That includes terrorism.

A despicable crime that has twice brought death and trauma to our streets in recent months, shattering innocent lives.

The horrific attacks at Fishmongers Hall and in Streatham – and the suffering they caused – were a stark reminder of the ongoing danger.

These senseless acts were committed by terrorists whose early release from prison we were powerless to block – and this brought home some hard truths.

The laws we inherited were simply not doing enough to protect our nation. An urgent change in approach was needed and this Government has not hesitated to make.

We refuse to allow those peddling hateful ideologies to return to our streets early and unchallenged.

It is simply not right that a terrorist can be released automatically before the end of their sentence.

The immediate action we took after the Streatham attack – which blocked the planned automatic release on licence of terrorists in prison – and todays landmark legislation will stop this for good.

It means no dangerous terrorist can ever be released without a proper risk assessment.

The most serious offenders will serve their full sentence behind bars and a minimum of 14 years in jail.

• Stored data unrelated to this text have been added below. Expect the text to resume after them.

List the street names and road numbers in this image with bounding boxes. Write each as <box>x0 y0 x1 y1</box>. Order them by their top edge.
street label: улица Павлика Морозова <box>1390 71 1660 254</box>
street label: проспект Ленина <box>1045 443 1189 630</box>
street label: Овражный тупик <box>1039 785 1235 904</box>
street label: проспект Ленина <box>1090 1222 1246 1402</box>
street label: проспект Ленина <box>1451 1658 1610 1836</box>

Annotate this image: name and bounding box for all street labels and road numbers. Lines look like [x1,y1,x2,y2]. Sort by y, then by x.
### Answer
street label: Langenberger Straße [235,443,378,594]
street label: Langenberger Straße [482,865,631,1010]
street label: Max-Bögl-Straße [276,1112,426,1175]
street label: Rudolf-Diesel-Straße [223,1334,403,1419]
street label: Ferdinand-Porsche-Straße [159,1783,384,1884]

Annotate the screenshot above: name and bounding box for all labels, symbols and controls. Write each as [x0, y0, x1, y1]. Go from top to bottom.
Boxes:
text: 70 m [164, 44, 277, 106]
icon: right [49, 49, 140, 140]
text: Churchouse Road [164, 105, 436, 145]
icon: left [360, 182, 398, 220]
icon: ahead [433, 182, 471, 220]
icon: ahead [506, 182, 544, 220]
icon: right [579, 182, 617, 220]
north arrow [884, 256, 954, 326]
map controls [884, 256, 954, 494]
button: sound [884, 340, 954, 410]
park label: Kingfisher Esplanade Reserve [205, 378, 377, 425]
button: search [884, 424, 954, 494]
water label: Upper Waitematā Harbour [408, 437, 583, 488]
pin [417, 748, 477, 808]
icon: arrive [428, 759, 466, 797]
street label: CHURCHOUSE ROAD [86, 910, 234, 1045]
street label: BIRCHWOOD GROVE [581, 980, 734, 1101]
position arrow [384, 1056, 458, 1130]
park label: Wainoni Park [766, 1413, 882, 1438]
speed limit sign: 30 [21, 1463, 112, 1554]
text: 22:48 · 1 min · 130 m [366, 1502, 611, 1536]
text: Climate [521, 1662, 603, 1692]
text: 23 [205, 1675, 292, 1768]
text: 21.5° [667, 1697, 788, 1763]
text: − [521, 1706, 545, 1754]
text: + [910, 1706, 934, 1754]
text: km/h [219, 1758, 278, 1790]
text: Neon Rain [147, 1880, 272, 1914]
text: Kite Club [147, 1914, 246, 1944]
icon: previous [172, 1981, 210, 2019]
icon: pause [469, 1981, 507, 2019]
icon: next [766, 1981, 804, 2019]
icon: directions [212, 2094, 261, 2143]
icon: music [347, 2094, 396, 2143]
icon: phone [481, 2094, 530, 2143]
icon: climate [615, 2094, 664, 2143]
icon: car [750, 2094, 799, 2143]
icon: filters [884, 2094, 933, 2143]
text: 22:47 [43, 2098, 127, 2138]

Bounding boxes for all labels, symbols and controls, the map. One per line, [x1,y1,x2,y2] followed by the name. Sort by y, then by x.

And when they are released, they will face stricter monitoring than ever before, including lie detector tests.

Fridays third anniversary of the Manchester Arena attack is a devastating reminder of the tragic toll of terrorism on this country.

It demonstrates why we must put the rights of innocent people above the rights of hate-fuelled extremists.

We owe it to the victims of terrorism, their families, and the law-abiding people of Britain, to keep these dangerous offenders off our streets.

And, when innocent people are tragically caught up in these evil attacks, we owe them the right support.

Terrorism is an attack on our way of life and we are unafraid to do more to protect our people.

Its time to get tough on terror.

These changes are strong and punitive – and we make no apologies for this.

If you seek to threaten our freedoms and way of life, your punishment will be tougher than ever before.